On 23/06/11 21:00, Ahmadi Agra wrote: > I want to prove in HOL-4 Kananaskis 6, one de Morgan law:
> [~(p \/ q)] |- ~p /\ ~q
> After initialization, I use SUBGOAL_THEN (term -> thm_tactic ->
> tactic) to introduce lemma lm1, [~(p \/ q)] |- ~q, as a first
> subgoal.
Just one comment about notation. We use
[...] |- g
to refer to theorems. When you are talking about goal states (i.e., things
that are as yet unproven), our standard is to use the ?- "turnstile". Thus, I
would say that your first subgoal is
~(p \/ q) ?- ~q
> I used to think that a theorem achieved by lm1 is used as an
> argument for thm_tactic come later. So, if one expand current goal
> with
> e(SUBGOAL_THEN (Term `~q`) (fn th => ASSUME_TAC th))

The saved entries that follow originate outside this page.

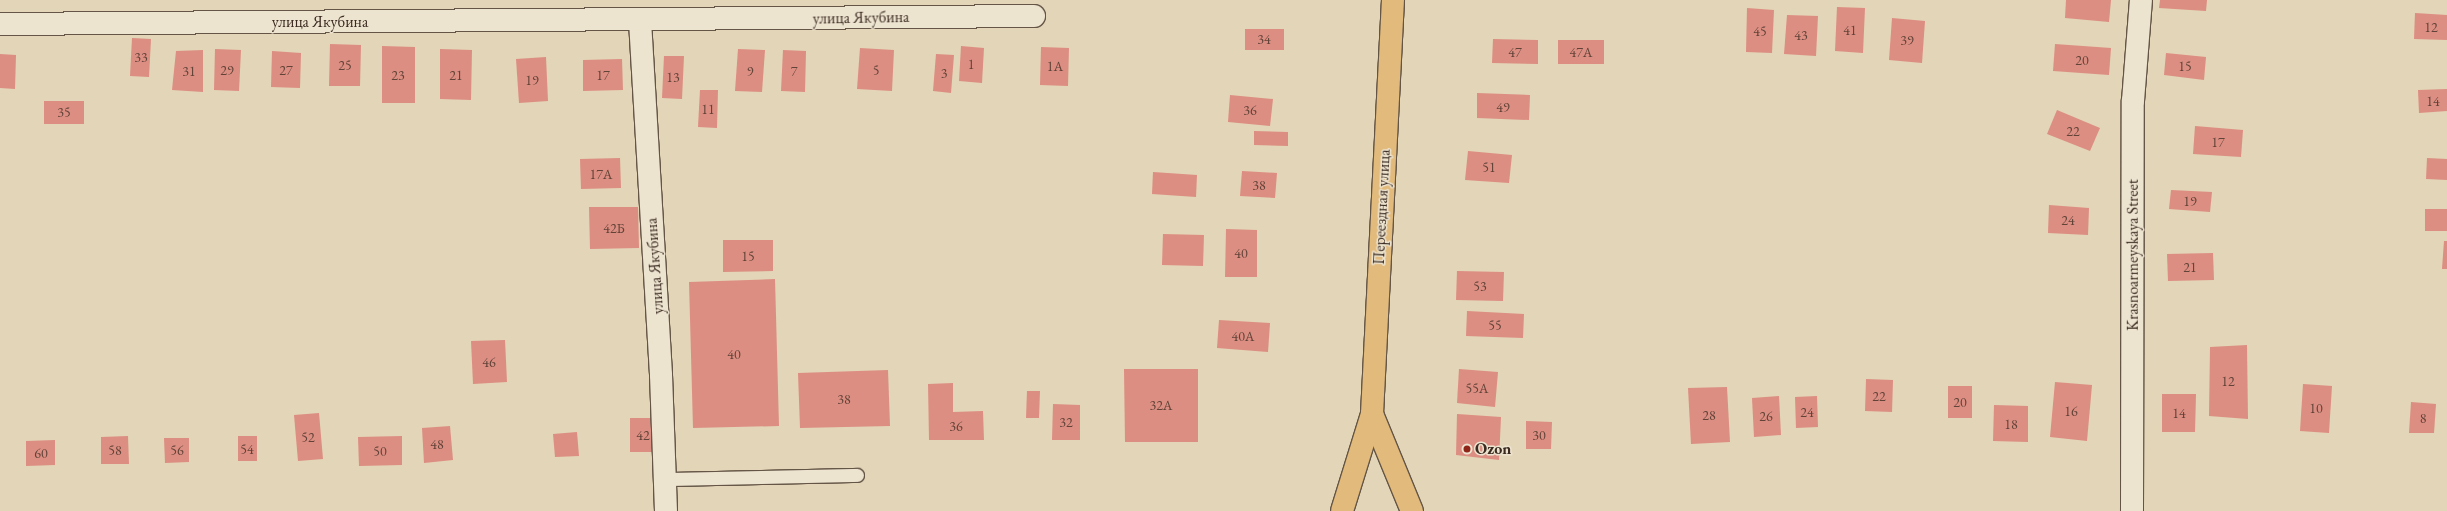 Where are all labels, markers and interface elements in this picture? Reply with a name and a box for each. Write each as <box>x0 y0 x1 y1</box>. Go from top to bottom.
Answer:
street label: улица Якубина <box>812 8 910 28</box>
street label: улица Якубина <box>272 12 368 32</box>
house number: 12 <box>2424 19 2438 35</box>
house number: 41 <box>1843 22 1857 38</box>
house number: 45 <box>1753 23 1767 39</box>
house number: 43 <box>1794 27 1808 43</box>
house number: 34 <box>1257 31 1271 47</box>
house number: 39 <box>1900 32 1914 48</box>
house number: 47 <box>1508 44 1522 60</box>
house number: 47А <box>1569 44 1593 60</box>
house number: 33 <box>134 49 148 65</box>
house number: 20 <box>2075 52 2089 68</box>
house number: 1 <box>968 56 974 72</box>
house number: 25 <box>338 57 352 73</box>
house number: 1А <box>1047 58 1063 74</box>
house number: 15 <box>2178 58 2192 74</box>
house number: 29 <box>220 62 234 78</box>
house number: 27 <box>279 62 293 78</box>
house number: 5 <box>873 62 879 78</box>
house number: 31 <box>182 63 196 79</box>
house number: 9 <box>747 63 753 79</box>
house number: 7 <box>791 63 797 79</box>
house number: 3 <box>941 65 947 81</box>
house number: 23 <box>391 67 405 83</box>
house number: 21 <box>449 67 463 83</box>
house number: 17 <box>596 67 610 83</box>
house number: 13 <box>666 69 680 85</box>
house number: 19 <box>525 72 539 88</box>
house number: 14 <box>2426 93 2440 109</box>
house number: 49 <box>1496 99 1510 115</box>
house number: 11 <box>701 101 715 117</box>
house number: 36 <box>1243 102 1257 118</box>
house number: 35 <box>57 104 71 120</box>
house number: 22 <box>2066 123 2080 139</box>
house number: 17 <box>2211 134 2225 150</box>
street label: Переездная улица <box>1369 149 1395 265</box>
house number: 51 <box>1482 159 1496 175</box>
house number: 17А <box>589 166 613 182</box>
house number: 38 <box>1252 177 1266 193</box>
street label: Krasnoarmeyskaya Street <box>2123 179 2143 331</box>
house number: 19 <box>2183 193 2197 209</box>
house number: 24 <box>2061 212 2075 228</box>
street label: улица Якубина <box>642 217 668 315</box>
house number: 42Б <box>603 220 625 236</box>
house number: 40 <box>1234 245 1248 261</box>
house number: 15 <box>741 248 755 264</box>
house number: 21 <box>2183 259 2197 275</box>
house number: 53 <box>1473 278 1487 294</box>
house number: 55 <box>1488 317 1502 333</box>
house number: 40А <box>1231 328 1255 344</box>
house number: 40 <box>727 346 741 362</box>
house number: 46 <box>482 354 496 370</box>
house number: 12 <box>2221 373 2235 389</box>
house number: 55А <box>1465 380 1489 396</box>
house number: 22 <box>1872 388 1886 404</box>
house number: 38 <box>837 391 851 407</box>
house number: 20 <box>1953 394 1967 410</box>
house number: 32А <box>1149 397 1173 413</box>
house number: 10 <box>2309 400 2323 416</box>
house number: 16 <box>2064 403 2078 419</box>
house number: 24 <box>1800 404 1814 420</box>
house number: 14 <box>2172 405 2186 421</box>
house number: 28 <box>1702 407 1716 423</box>
house number: 26 <box>1759 408 1773 424</box>
house number: 8 <box>2420 410 2426 426</box>
house number: 32 <box>1059 414 1073 430</box>
house number: 18 <box>2004 416 2018 432</box>
house number: 36 <box>949 418 963 434</box>
house number: 42 <box>636 427 650 443</box>
house number: 30 <box>1532 427 1546 443</box>
house number: 52 <box>301 429 315 445</box>
house number: 48 <box>430 436 444 452</box>
place label: Ozon <box>1475 439 1511 459</box>
house number: 54 <box>240 441 254 457</box>
house number: 58 <box>108 442 122 458</box>
house number: 56 <box>170 442 184 458</box>
house number: 50 <box>373 443 387 459</box>
marker: Ozon <box>1462 444 1472 454</box>
house number: 60 <box>34 445 48 461</box> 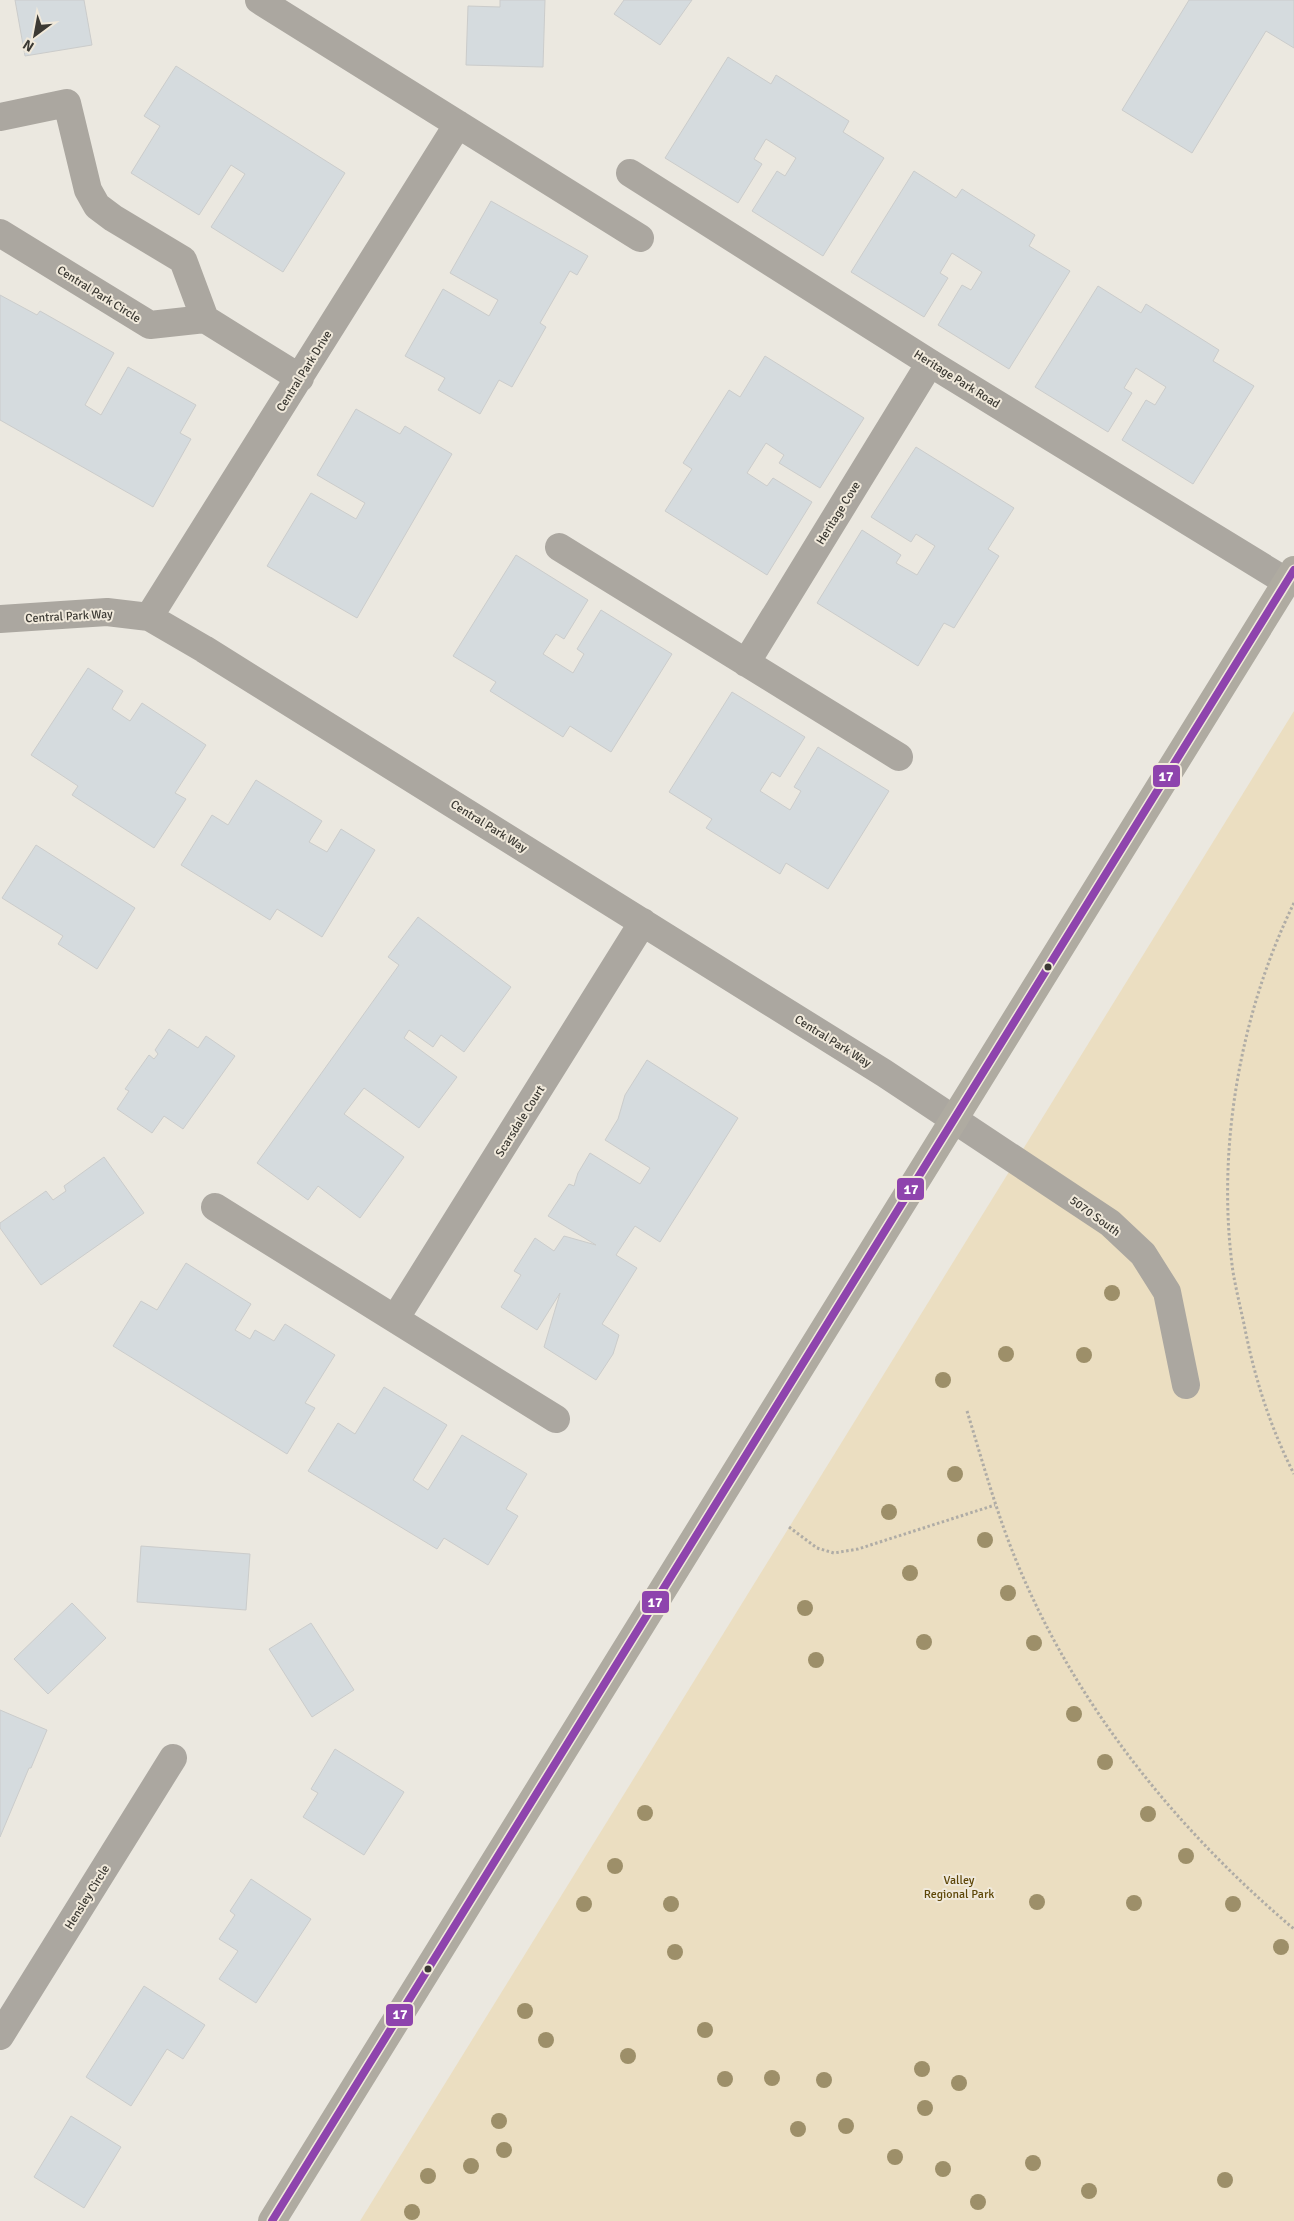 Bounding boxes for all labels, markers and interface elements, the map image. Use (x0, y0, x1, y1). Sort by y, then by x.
north arrow (10, 10, 60, 60)
text: N (20, 36, 37, 55)
street label: Central Park Circle (54, 263, 143, 326)
street label: Central Park Drive (273, 328, 335, 415)
street label: Heritage Park Road (911, 347, 1002, 412)
street label: Heritage Cove (813, 479, 864, 548)
street label: Central Park Way (25, 607, 113, 626)
line badge: 17 (1152, 764, 1181, 788)
text: 17 (1158, 768, 1174, 785)
street label: Central Park Way (448, 797, 530, 856)
unlabelled marker (1043, 962, 1053, 972)
street label: Central Park Way (792, 1012, 874, 1071)
street label: Scarsdale Court (492, 1083, 548, 1160)
line badge: 17 (896, 1177, 925, 1201)
text: 17 (903, 1181, 919, 1198)
street label: 5070 South (1067, 1193, 1123, 1240)
line badge: 17 (641, 1590, 670, 1614)
text: 17 (647, 1594, 663, 1611)
street label: Hensley Circle (62, 1862, 113, 1932)
park label: Valley Regional Park (924, 1873, 994, 1902)
unlabelled marker (423, 1964, 433, 1974)
line badge: 17 (385, 2003, 414, 2027)
text: 17 (392, 2006, 408, 2023)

> then I used to think that it is [~(p \/ q)] |- ~q which is supplied
> to ASSUME_TAC, not [] |- ~q or [~q] |- q. (We all know that
> ASSUME_TAC A' |- v is invalid unless A' is a subset for assumption of
> the goal it is try to expand). But, when one execute
> - e(SUBGOAL_THEN (Term `~q`)(fn th => ASSUME_TAC (DISCH_ALL th)));
> OK.. 2 subgoals:
>> val it =
> ~p /\ ~q
> ------------------------------------
> 0. ~(p \/ q)
> 1. ~q ==> ~q
>
> ~q
> ------------------------------------
> ~(p \/ q) : proof
> It could be elicited that it is [~q] |- ~q which is actually supplied
> to thm_tactic. It is confusing me since [~q], AFAIK, could not be
> viewed as a subset for [~(p \/ q)].
I agree that this might appear confusing. As your experiments have revealed,
the first sub-goal does indeed get
[~q] |- ~q
as the extra theorem to use. This may appear invalid because ~q is not a
subset of the existing assumptions. However, the point is that invalidity is a
notion that is applied to all of the generated sub-goals and the way in which
the resulting theorems are combined, not a single sub-goal in isolation. In
this case, let's imagine you hadn't used DISCH_ALL. Then your subgoals would be
[~q, ~(p \/ q)] ?- ~p /\ ~q
and
[~(p \/ q)] ?- ~q
Let's also imagine that you successfully turned these goals into theorems:
[~q, ~(p \/ q)] |- ~p /\ ~q
and
[~(p \/ q)] |- ~q
The implementation of SUBGOAL_THEN then combines these theorems using PROVE_HYP
(the "cut" rule). The extra ~q assumption in the first theorem is eliminated,
and the resulting theorem is
[~(p \/ q)] |- ~p /\ ~q
as desired.
> What does actually happen? Is ASSUME_TAC, and generally all tactics,
> has different behaviour when it comes to SUBGOAL_THEN, and generally
> all tacticals? Or is it because the system does some kind of
> adjusment when printing response with SUBGOAL_THEN? Or else?
Else :)
> NB: I hope nothing's wrong with DISCH_ALL trick, because I try
> DISCH_ALL to make theorem's argument explicit from another tactical
> (PAT_ASSUM), too.
Yes, using DISCH_ALL is probably a mistake in the context of tactics. In
particular, in this case you turn a useful assumption (~q) into a useless one
(~q ==> ~q).
If you want to use DISCH_ALL and similar functions, you should probably stick
to forward proof:
ASSUME ``~(p \/ q)``
|> NOT_ELIM
|> C MP (DISJ2 ``p:bool`` (ASSUME ``q:bool``))
|> DISCH ``q:bool``
|> NOT_INTRO
Of course, tactics are implemented in terms of forward proof underneath.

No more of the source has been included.